Items from a dataset
###

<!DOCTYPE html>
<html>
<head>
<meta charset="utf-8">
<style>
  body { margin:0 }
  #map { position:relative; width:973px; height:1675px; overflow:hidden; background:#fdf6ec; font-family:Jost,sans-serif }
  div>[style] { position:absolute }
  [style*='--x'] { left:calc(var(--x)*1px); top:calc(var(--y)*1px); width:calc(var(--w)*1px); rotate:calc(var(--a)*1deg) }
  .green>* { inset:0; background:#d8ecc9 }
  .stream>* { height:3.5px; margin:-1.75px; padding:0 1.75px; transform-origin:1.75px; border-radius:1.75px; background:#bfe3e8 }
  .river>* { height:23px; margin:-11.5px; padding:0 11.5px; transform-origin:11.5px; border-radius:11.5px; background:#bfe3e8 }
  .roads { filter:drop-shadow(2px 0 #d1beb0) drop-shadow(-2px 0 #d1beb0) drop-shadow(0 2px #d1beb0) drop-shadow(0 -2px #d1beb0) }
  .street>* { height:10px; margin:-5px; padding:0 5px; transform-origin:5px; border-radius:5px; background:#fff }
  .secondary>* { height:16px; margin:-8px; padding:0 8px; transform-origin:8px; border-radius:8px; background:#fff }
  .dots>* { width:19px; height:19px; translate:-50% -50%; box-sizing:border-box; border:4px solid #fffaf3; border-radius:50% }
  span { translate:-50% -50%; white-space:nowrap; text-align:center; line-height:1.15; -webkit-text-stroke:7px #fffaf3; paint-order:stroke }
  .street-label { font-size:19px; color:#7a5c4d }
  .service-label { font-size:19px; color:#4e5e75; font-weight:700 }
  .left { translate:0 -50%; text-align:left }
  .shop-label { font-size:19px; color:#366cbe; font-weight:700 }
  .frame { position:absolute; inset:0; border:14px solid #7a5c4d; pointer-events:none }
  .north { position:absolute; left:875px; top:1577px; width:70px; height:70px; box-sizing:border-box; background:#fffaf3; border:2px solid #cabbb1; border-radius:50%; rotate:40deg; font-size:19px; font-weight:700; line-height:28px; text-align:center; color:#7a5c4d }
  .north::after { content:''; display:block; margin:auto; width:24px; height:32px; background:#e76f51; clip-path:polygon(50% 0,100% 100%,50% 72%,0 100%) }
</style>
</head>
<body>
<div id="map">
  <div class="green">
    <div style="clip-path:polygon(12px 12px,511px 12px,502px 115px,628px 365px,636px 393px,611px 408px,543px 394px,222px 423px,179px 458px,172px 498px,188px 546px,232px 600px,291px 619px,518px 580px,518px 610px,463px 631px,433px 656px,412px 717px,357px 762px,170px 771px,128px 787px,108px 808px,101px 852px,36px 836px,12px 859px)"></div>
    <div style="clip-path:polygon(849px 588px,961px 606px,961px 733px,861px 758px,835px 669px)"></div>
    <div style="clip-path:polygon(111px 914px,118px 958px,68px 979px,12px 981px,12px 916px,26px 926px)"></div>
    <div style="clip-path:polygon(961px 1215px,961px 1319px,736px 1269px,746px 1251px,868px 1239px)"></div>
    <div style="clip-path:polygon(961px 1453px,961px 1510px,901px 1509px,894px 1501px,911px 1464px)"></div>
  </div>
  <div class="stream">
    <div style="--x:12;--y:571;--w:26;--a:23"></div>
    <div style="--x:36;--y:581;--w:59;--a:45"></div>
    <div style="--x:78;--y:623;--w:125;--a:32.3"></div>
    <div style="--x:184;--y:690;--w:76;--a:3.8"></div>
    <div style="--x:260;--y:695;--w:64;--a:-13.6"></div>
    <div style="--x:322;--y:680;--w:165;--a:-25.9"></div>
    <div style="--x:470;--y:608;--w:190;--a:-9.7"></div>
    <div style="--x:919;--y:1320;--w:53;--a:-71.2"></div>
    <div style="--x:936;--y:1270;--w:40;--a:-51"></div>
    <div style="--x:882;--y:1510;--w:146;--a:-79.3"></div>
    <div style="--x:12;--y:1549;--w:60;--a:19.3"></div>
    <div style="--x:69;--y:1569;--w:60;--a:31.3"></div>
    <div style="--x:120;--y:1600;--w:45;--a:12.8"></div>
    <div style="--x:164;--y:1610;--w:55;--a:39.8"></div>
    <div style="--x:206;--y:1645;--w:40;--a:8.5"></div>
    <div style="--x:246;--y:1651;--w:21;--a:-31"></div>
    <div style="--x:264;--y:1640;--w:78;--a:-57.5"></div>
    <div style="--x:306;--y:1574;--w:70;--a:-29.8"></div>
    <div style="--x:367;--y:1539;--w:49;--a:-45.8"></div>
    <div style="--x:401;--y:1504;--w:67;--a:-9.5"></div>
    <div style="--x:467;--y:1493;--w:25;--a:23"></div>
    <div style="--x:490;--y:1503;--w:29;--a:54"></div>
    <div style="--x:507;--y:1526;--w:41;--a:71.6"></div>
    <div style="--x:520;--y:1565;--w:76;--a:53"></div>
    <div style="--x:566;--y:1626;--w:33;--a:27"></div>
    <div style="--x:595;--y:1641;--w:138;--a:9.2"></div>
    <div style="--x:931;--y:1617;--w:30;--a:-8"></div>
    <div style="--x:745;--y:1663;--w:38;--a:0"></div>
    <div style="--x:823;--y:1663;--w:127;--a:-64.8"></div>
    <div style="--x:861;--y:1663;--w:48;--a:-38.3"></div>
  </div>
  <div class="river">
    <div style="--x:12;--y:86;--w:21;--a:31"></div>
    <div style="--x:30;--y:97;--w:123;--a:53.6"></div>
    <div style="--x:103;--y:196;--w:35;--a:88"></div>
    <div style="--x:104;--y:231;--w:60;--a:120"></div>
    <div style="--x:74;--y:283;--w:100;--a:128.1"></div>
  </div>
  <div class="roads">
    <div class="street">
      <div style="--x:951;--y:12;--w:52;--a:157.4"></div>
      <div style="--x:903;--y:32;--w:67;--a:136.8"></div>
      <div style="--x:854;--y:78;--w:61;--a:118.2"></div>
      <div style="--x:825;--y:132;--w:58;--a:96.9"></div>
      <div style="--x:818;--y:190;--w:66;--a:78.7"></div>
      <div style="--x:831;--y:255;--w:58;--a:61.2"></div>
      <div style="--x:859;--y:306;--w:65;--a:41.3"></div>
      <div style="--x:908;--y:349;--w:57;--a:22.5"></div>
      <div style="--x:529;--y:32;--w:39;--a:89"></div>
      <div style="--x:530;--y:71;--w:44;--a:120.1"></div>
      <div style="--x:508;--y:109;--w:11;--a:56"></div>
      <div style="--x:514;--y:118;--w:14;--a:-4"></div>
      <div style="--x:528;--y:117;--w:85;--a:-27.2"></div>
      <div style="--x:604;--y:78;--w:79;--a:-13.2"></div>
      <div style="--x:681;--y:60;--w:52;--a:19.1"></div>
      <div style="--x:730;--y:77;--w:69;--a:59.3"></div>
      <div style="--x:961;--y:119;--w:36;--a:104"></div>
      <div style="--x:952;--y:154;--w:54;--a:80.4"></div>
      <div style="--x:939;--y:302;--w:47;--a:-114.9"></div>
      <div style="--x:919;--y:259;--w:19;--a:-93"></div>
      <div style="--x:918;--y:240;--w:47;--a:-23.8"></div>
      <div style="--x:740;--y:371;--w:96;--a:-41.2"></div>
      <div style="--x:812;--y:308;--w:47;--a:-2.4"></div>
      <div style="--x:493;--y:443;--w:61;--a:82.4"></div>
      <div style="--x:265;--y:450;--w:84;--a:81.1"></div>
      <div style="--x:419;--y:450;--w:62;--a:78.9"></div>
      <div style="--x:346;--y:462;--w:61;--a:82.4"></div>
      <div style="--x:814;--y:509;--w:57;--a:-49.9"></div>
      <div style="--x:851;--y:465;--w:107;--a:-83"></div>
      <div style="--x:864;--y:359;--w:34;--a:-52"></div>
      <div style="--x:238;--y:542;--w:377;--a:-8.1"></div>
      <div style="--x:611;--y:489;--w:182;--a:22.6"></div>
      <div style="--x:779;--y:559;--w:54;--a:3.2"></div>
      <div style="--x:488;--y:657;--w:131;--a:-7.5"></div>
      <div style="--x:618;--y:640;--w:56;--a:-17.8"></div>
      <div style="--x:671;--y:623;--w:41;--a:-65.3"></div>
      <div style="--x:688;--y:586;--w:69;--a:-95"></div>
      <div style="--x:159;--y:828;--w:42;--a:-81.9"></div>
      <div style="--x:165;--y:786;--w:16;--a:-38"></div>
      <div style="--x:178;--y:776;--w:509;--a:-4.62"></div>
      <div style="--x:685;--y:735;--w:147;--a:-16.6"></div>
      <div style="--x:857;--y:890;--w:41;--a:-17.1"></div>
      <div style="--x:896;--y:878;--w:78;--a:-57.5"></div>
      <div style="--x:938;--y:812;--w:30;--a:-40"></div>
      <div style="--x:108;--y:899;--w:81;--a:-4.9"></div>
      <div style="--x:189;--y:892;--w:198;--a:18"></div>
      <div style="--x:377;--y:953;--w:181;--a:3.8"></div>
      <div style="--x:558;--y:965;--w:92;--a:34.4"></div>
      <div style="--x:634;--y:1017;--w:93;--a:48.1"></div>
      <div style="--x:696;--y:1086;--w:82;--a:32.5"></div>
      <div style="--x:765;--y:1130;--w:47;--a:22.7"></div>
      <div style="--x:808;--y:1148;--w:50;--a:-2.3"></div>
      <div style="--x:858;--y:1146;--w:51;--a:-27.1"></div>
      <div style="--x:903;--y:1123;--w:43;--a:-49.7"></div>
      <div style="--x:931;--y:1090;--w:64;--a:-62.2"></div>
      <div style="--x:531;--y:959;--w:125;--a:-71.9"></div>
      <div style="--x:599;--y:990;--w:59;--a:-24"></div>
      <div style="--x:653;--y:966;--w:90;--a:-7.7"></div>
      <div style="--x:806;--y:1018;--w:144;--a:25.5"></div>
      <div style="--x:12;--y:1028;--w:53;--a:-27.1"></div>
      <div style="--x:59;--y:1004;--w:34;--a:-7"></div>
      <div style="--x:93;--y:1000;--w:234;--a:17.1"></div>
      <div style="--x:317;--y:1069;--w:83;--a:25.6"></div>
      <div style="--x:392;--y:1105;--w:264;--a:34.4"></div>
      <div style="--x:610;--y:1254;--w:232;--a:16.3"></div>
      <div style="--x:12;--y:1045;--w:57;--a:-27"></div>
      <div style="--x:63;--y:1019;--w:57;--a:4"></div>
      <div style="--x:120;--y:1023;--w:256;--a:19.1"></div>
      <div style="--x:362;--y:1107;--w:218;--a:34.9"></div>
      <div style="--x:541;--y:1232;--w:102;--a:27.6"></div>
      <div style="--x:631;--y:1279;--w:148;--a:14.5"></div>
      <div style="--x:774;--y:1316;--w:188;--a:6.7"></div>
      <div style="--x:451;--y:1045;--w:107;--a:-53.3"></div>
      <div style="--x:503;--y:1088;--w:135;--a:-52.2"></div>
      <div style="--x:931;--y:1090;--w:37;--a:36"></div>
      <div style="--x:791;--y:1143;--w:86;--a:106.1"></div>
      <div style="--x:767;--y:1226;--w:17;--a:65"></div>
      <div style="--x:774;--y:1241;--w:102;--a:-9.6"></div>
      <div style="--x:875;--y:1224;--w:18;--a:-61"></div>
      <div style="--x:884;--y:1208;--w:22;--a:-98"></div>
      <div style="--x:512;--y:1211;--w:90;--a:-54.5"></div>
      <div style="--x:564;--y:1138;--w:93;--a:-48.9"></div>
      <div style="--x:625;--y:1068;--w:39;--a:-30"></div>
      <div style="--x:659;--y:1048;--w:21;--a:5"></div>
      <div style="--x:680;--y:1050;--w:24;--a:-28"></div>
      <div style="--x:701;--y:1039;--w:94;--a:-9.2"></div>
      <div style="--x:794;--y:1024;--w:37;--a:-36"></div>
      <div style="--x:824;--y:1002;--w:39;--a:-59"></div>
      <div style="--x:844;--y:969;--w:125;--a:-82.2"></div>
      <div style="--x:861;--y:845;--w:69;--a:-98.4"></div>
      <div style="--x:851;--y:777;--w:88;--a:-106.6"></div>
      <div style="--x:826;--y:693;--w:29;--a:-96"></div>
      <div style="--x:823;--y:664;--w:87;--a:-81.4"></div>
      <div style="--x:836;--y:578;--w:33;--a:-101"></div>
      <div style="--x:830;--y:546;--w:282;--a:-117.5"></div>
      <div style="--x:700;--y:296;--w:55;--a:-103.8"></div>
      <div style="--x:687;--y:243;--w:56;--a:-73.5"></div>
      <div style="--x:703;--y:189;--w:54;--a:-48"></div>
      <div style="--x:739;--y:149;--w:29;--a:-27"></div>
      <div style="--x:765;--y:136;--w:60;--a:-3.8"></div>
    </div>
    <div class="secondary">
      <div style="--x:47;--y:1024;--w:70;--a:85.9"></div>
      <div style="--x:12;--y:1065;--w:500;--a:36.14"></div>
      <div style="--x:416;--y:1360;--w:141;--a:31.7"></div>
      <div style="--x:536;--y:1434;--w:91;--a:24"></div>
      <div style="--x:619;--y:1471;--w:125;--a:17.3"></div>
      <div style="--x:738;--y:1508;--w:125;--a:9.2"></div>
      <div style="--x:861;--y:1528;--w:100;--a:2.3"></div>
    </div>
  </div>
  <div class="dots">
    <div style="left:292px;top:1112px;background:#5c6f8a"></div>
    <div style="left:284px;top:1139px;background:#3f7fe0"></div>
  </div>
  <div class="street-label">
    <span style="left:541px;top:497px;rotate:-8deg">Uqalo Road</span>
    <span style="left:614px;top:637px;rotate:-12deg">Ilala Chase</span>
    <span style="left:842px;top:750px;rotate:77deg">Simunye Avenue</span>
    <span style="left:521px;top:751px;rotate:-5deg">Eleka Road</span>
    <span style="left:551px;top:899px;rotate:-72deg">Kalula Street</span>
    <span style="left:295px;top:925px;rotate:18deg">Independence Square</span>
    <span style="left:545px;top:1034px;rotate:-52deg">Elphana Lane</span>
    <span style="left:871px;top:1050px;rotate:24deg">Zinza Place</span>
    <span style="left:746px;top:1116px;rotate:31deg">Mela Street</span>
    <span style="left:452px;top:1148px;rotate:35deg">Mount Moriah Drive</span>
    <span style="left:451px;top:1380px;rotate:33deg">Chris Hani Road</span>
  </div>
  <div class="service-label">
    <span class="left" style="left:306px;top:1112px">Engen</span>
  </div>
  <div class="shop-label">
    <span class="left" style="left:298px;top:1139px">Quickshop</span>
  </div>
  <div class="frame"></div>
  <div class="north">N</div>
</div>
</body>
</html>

###

The word is "stream". Copy every line above where it appears.

  .stream>* { height:3.5px; margin:-1.75px; padding:0 1.75px; transform-origin:1.75px; border-radius:1.75px; background:#bfe3e8 }
  <div class="stream">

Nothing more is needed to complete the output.